Amazon poursuit les administrateurs de 10 000 groupes Facebook pour de fausses critiques

Amazon a déposé une plainte contre les administrateurs de plus de 10 000 groupes Facebook accusés de coordonner de fausses critiques en échange d’argent ou de produits gratuits.

Le géant du commerce électronique basé à Seattle a déclaré mardi dans un communiqué publié sur son site Web que des groupes Facebook avaient été formés pour recruter des personnes « disposées à publier des avis trompeurs et incitatifs » dans ses magasins aux États-Unis, au Royaume-Uni, en Allemagne, en France et en Italie. , l’Espagne et le Japon.

Le problème des faux avis n’est pas nouveau pour Amazon, ni pour le e-commerce dans son ensemble. Amazon lui-même a déjà poursuivi des personnes qui, selon lui, avaient offert de faux témoignages, bien que les législateurs et les régulateurs se soient demandé si l’entreprise avait fait assez pour lutter contre le problème. L’année dernière, le régulateur britannique de la concurrence a lancé une enquête pour déterminer si les détaillants en ligne et Google prenaient des mesures adéquates pour protéger les acheteurs.

Dans un communiqué, Amazon a déclaré que l’un des groupes Facebook ciblés, appelé « Amazon Product Review », comptait plus de 43 000 membres. La société a déclaré que Facebook avait supprimé le groupe cette année, mais a pu échapper à la détection de la plate-forme en « changeant les lettres dans des phrases susceptibles de déclencher des alarmes Facebook ».

Amazon a noté que depuis 2020, il a signalé plus de 10 000 faux groupes d’avis à Meta, la société mère de Facebook.

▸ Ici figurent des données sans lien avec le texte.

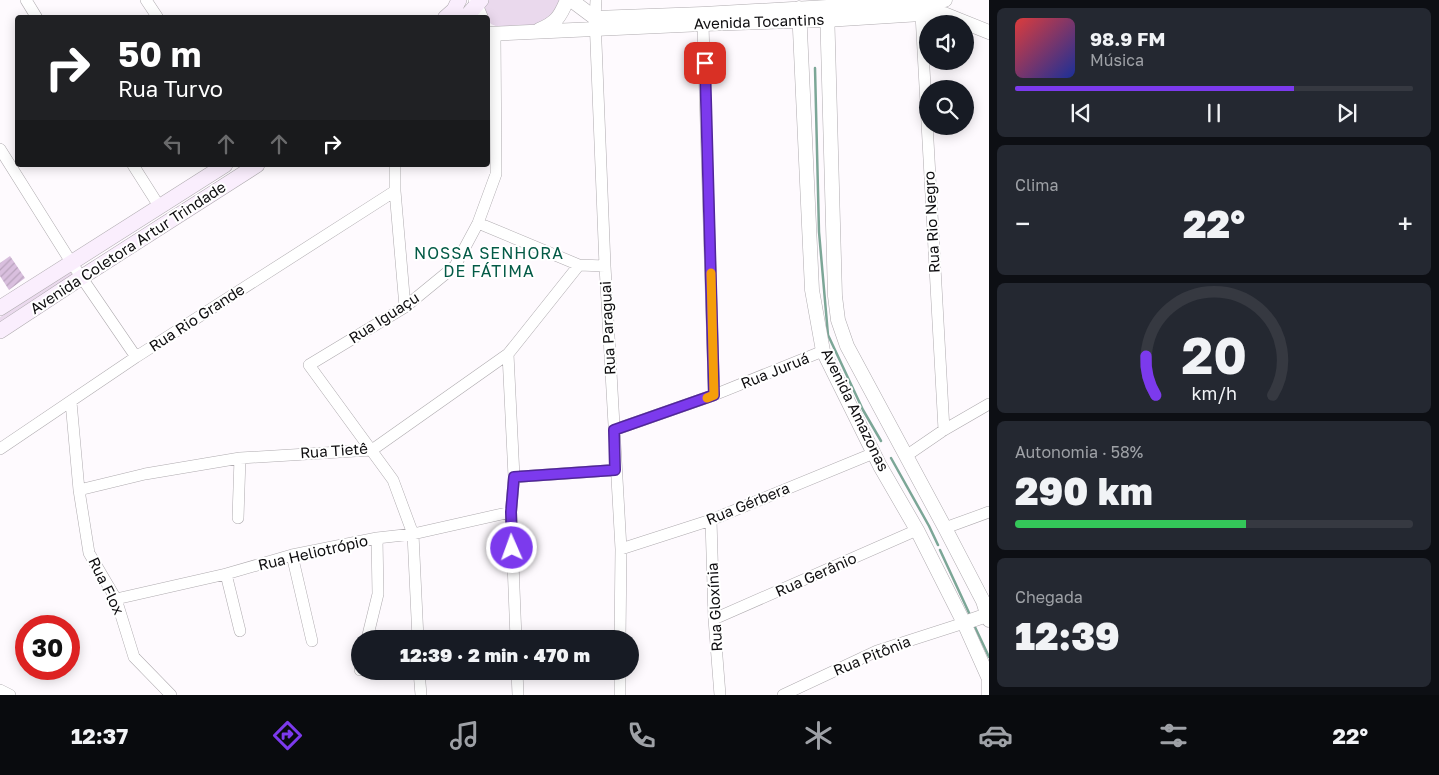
<!DOCTYPE html>
<html lang="pt">
<meta charset="utf-8">
<style>
:root{--surface:#171b24;--page:#242831;--text:#f1f3f6;--muted:#9ea1a6;--line:#363941;--accent:#7c3aed}
body{margin:0;font-family:"Golos Text",sans-serif;background:var(--page);color:var(--text);height:100vh;display:flex;flex-direction:column;font-size:19px;white-space:nowrap}
*{box-sizing:border-box;margin:0}
p{font-size:16px;color:var(--muted)}
.icon{flex:none;width:28px;height:28px;fill:none;stroke:currentColor;stroke-width:2;stroke-linecap:round;stroke-linejoin:round}
.map{position:relative;flex:1;overflow:hidden}
.sheet{display:flex;flex-direction:column;gap:8px;padding:8px;background:#0d0f14;width:450px}
.sheet>*{flex:none}
.guide{position:absolute;left:15px;top:15px;width:475px;height:152px;border-radius:5px;box-shadow:0 2px 12px #0003;background:#202124;color:#fff;overflow:hidden}
.buttons{position:absolute;left:919px;top:15px;display:grid;gap:10px}
.buttons a{display:grid;place-items:center;width:55px;height:55px;border-radius:50%;background:var(--surface);box-shadow:0 2px 12px #0003;font-size:25px}
.speed{position:absolute;left:15px;top:615px;display:flex;gap:10px;font-size:25px;font-weight:700;text-align:center}
.speed>*{display:grid;place-content:center;width:65px;height:65px;border-radius:50%;background:var(--surface);box-shadow:0 2px 12px #0003;line-height:1}
.speed .limit{border:8px solid #d22;background:#fff;color:#111}
.pin{position:absolute;display:grid;place-items:center;width:42px;height:42px;color:#fff;margin:-21px;border-radius:10px;box-shadow:0 2px 8px #0006}
.me{position:absolute;width:55px;margin:-28px;rotate:358deg;stroke-linejoin:round;filter:drop-shadow(0 0 4px #0008)}
.turn{display:flex;align-items:center;gap:18px;height:105px;padding:0 20px;font-size:22px}
.turn .icon{width:65px;height:65px;stroke-width:2.5}
.turn b{display:block;font-size:35px;line-height:42px}
.lanes{display:flex;align-items:center;height:48px;padding:0 20px;background:#0003;justify-content:center;gap:25px;direction:ltr}
.lanes .off{opacity:.35}
.big{font-size:38px;font-weight:800;line-height:1.1}
.sheet .widget{flex:1;display:flex;flex-direction:column;justify-content:center;gap:8px;min-width:0;padding:0 18px;border-radius:8px;background:var(--page)}
.sheet .dial{align-items:center;gap:0}
.dial svg{height:130px;overflow:visible;fill:none;stroke:var(--line);stroke-width:7;stroke-linecap:round;text-anchor:middle}
.dial text{fill:var(--text);stroke:none}
.song{display:flex;align-items:center;gap:15px}
.cover{width:60px;height:60px;border-radius:8px;background:linear-gradient(135deg,hsl(0 70% 55%),hsl(230 70% 35%))}
.played{height:5px;border-radius:2px;background:linear-gradient(90deg,var(--accent) 70%,var(--line) 70%)}
.keys{display:flex;justify-content:space-around;direction:ltr}
.heat{display:flex;justify-content:space-between;align-items:center;font-size:28px;direction:ltr}
.charge{height:8px;border-radius:4px;background:linear-gradient(90deg,#34c759 58%,var(--line) 0)}
.trip{position:absolute;left:351px;top:630px;width:288px;height:50px;border-radius:25px;background:var(--surface);box-shadow:0 2px 12px #0003;font-weight:800;line-height:50px;text-align:center}
.menu{display:flex;height:80px;justify-content:space-around;align-items:center;background:#090b0e;color:var(--muted)}
.menu .icon{width:35px;height:35px}
.menu .current{color:var(--accent)}
.menu b{font-size:22px;color:var(--text)}
main{display:flex;flex:1;min-height:0}
.map>svg:first-child{display:block}
.green{fill:#ead9ed}
.lines{fill:none;stroke-linecap:round;stroke-linejoin:round}
.stream{stroke:#7ca697;stroke-width:2.5}
.building{fill:url(#building-hatch)}
.minor-casing{stroke:#afabaf;stroke-width:12}
.tertiary-casing{stroke:#afabaf;stroke-width:15}
.secondary-casing{stroke:#afabaf;stroke-width:16}
.minor{stroke:#fff;stroke-width:11}
.tertiary{stroke:#fff;stroke-width:14}
.secondary{stroke:#faeefd;stroke-width:15}
.route-casing{stroke:#51269a;stroke-width:12}
.route{stroke:#7c3aed;stroke-width:9}
.slow{stroke:#f59e0b;stroke-width:9}
.labels{text-anchor:middle;stroke-width:4;stroke-linejoin:round;paint-order:stroke}
.street-label{font-size:15px;fill:#0e0d0f;stroke:#fff}
.neighbourhood-label{font-size:16px;letter-spacing:1px;fill:#035a46;stroke:#fff}
</style>
<main>
<div class="map">
<svg width="989" height="695" viewBox="0 0 989 695">
<defs>
<pattern id="building-hatch" width="6" height="6" patternUnits="userSpaceOnUse" patternTransform="scale(1.25)"><rect width="6" height="6" fill="#d9bfde"/><path d="M-1 1l2-2M0 6l6-6M5 7l2-2" fill="none" stroke="#b9a3bd"/></pattern>
</defs>
<rect width="100%" height="100%" fill="#fefafe"/>
<path class="green" d="M489 0H560L559 9 539 26 498 27 491 24 488 20 484 10V6Z
M68 269 73 275 0 327V317Z"/>
<g class="lines">
<path class="stream" d="M815 68 819 232 828 335 863 410 881 441
M891 458 929 526 938 545
M940 550 970 615
M974 625 989 657"/>
</g>
<path class="building" d="M10 256 25 278 9 290 0 276V263Z"/>
<g class="lines">
<defs>
<path id="minor" d="M26 0 37 18
M146 0 158 18
M596 0 595 18 605 266 621 549 620 639
M921 14 944 430
M703 24 714 395
M0 149 71 262 136 357
M133 165 159 206
M395 165V191L405 307
M478 223 579 265 605 266
M508 354 514 477 511 512 516 639
M71 402 79 490 89 553 116 599 134 657 171 695
M614 430 714 395 823 351
M0 449 136 357 395 191
M906 456 944 430 989 404
M514 477 615 470
M79 490 145 474 240 458 372 450 508 354 579 265
M238 518 240 458
M711 520 714 619 720 695
M945 528 989 512
M621 549 711 520 874 453
M292 555 312 641
M226 574 240 631
M116 599 226 574 292 555 377 538 413 534 511 512
M714 619 917 530
M367 639 378 594 377 538
M418 639 413 534 393 480 309 365 405 307 455 266 478 223 496 174 495 34
M360 670V669
M419 671 421 695
M517 671 518 695
M0 690 10 695
M620 695V671
M783 695 877 651 964 623"/>
<path id="tertiary" d="M476 0V6L481 18
M571 0 595 18 703 14 827 7 922 5 945 0
M827 7 835 296 838 320 847 346 945 528 983 601 989 620
M799 8 812 290 823 351 880 466 917 530 964 623 989 679V695
M934 10 989 32
M539 30C556 23 560 17 567 0
M488 34 703 24 826 20 921 14 945 24
M964 623 987 615"/>
<path id="secondary" d="M445 18 454 10 459 0
M465 18 481 0
M0 308 225 165
M0 331 82 277 257 165"/>
</defs>
<use href="#minor" class="minor-casing"/>
<use href="#tertiary" class="tertiary-casing"/>
<use href="#secondary" class="secondary-casing"/>
<use href="#minor" class="minor"/>
<use href="#tertiary" class="tertiary"/>
<use href="#secondary" class="secondary"/>
</g>
<g class="lines">
<defs>
<path id="route" d="M512 548 511 512 514 477 615 470 614 430 714 395 705 63"/>
</defs>
<use href="#route" class="route-casing"/>
<use href="#route" class="route"/>
<path class="slow" d="M707 398 714 395 711 273"/>
</g>
<g class="labels">
<g class="street-label">
<text transform="translate(759 22) rotate(-2)" y="5">Avenida Tocantins</text>
<text transform="translate(932 222) rotate(-93)" y="5">Rua Rio Negro</text>
<text transform="translate(128 248) rotate(-33)" y="5">Avenida Coletora Artur Trindade</text>
<text transform="translate(197 318) rotate(-33)" y="5">Rua Rio Grande</text>
<text transform="translate(384 318) rotate(-33)" y="5">Rua Iguaçu</text>
<text transform="translate(608 328) rotate(-93)" y="5">Rua Paraguai</text>
<text transform="translate(775 371) rotate(-22)" y="5">Rua Juruá</text>
<text transform="translate(855 410) rotate(64)" y="5">Avenida Amazonas</text>
<text transform="translate(334 451) rotate(-4)" y="5">Rua Tietê</text>
<text transform="translate(748 504) rotate(-22)" y="5">Rua Gérbera</text>
<text transform="translate(313 553) rotate(-13)" y="5">Rua Heliotrópio</text>
<text transform="translate(816 575) rotate(-24)" y="5">Rua Gerânio</text>
<text transform="translate(106 586) rotate(64)" y="5">Rua Flox</text>
<text transform="translate(715 607) rotate(-93)" y="5">Rua Gloxínia</text>
<text transform="translate(872 656) rotate(-22)" y="5">Rua Pitônia</text>
</g>
<g class="neighbourhood-label">
<text x="489" y="259">NOSSA SENHORA<tspan x="489" dy="18">DE FÁTIMA</tspan></text>
</g>
</g>
</svg>
<div class="buttons">
<a><svg class="icon" aria-label="sound" viewBox="0 0 24 24"><path d="M4 9h4l5-4v14l-5-4H4zM17 9q2 3 0 6"/></svg></a>
<a><svg class="icon" aria-label="search" viewBox="0 0 24 24"><circle cx="10" cy="10" r="6"/><path d="M15 15l6 6"/></svg></a>
</div>
<div class="speed"><div class="limit">30</div></div>
<div class="pin" style="left:705px;top:63px;background:#d93025"><svg class="icon" aria-label="arrive" viewBox="0 0 24 24"><path d="M6 21V4h12l-3 4 3 4H6"/></svg></div>
<svg class="me" style="left:512px;top:548px" viewBox="-20 -20 40 40"><circle r="17" fill="#7c3aed" stroke="#fff" stroke-width="3"/><path d="M0-11L8 9 0 5-8 9z" fill="#fff"/></svg>
<div class="trip">12:39 · 2 min · 470 m</div>
<div class="guide">
<div class="turn"><svg class="icon" aria-label="right" viewBox="0 0 24 24"><path d="M7 20v-9h11M14 6l5 5-5 5"/></svg><div><b>50 m</b>Rua Turvo</div></div>
<div class="lanes"><svg class="icon off" aria-label="left" viewBox="0 0 24 24"><path d="M17 20v-9H6M10 6l-5 5 5 5"/></svg><svg class="icon off" aria-label="ahead" viewBox="0 0 24 24"><path d="M12 20V5M6 11l6-6 6 6"/></svg><svg class="icon off" aria-label="ahead" viewBox="0 0 24 24"><path d="M12 20V5M6 11l6-6 6 6"/></svg><svg class="icon" aria-label="right" viewBox="0 0 24 24"><path d="M7 20v-9h11M14 6l5 5-5 5"/></svg></div>
</div>
</div>
<section class="sheet">
<div class="widget">
<div class="song"><i class="cover"></i><div><b>98.9 FM</b><p>Música</p></div></div>
<div class="played"></div>
<div class="keys"><svg class="icon" aria-label="previous" viewBox="0 0 24 24"><path d="M18 5L8 12l10 7zM5 5v14"/></svg><svg class="icon" aria-label="pause" viewBox="0 0 24 24"><path d="M8 5v14M16 5v14"/></svg><svg class="icon" aria-label="next" viewBox="0 0 24 24"><path d="M6 5l10 7-10 7zM19 5v14"/></svg></div>
</div>
<div class="widget"><p>Clima</p>
<div class="heat"><a>−</a><b class="big">22°</b><a>+</a></div>
</div>
<div class="widget dial"><svg viewBox="0 0 100 80">
<path d="M14 69A42 42 0 1 1 86 69"/>
<path d="M14 69A42 42 0 0 1 8 45" stroke="#7c3aed"/>
<text x="50" y="56" font-size="32" font-weight="700">20</text>
<text x="50" y="72" font-size="11">km/h</text>
</svg></div>
<div class="widget"><p>Autonomia · 58%</p><b class="big">290 km</b><div class="charge"></div></div>
<div class="widget"><p>Chegada</p><b class="big">12:39</b></div>
</section>
</main>
<nav class="menu">
<b>12:37</b>
<svg class="icon current" aria-label="directions" viewBox="0 0 24 24"><path d="M12 3l9 9-9 9-9-9zM9 14v-3h6M13 9l2 2-2 2"/></svg>
<svg class="icon" aria-label="music" viewBox="0 0 24 24"><path d="M9 18V5l10-2v13"/><circle cx="6" cy="18" r="3"/><circle cx="16" cy="16" r="3"/></svg>
<svg class="icon" aria-label="phone" viewBox="0 0 24 24"><path d="M5 4h4l2 5-3 2q2 4 5 5l2-3 5 2v4C11 20 4 13 5 4z"/></svg>
<svg class="icon" aria-label="climate" viewBox="0 0 24 24"><path d="M12 3v18M4 7l16 10M4 17L20 7"/></svg>
<svg class="icon" aria-label="car" viewBox="0 0 24 24"><path d="M5 17H2v-5l4-1 3-4h7l3 4 3 1v5h-3M9 17h6M6 11h13"/><circle cx="7" cy="17" r="2"/><circle cx="17" cy="17" r="2"/></svg>
<svg class="icon" aria-label="filters" viewBox="0 0 24 24"><path d="M4 7h16M4 17h16"/><circle cx="9" cy="7" r="2"/><circle cx="15" cy="17" r="2"/></svg>
<b>22°</b>
</nav>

Meta a supprimé la moitié de ce groupe et enquête sur les autres, a déclaré Amazon.

L’annonce du détaillant intervient alors que l’autre côté des opérations de l’entreprise fait l’objet d’un examen plus approfondi. Mardi, des responsables fédéraux du travail ont confirmé à l’AP que l’Administration de la sécurité et de la santé au travail avait ouvert des inspections dans les installations d’Amazon à New York, dans l’Illinois et en Floride après avoir reçu des renvois alléguant des violations de la santé et de la sécurité du bureau du procureur américain pour le district sud de New York. York.

Nicholas Biase, porte-parole du bureau du procureur américain à New York, a déclaré que des responsables fédéraux du travail étaient entrés dans l’entrepôt d’Amazon lundi matin après que leur bureau ait fait référence à des « risques potentiels sur le lieu de travail », notamment « le rythme de travail qu’Amazon exige pour ses employés d’entrepôt ».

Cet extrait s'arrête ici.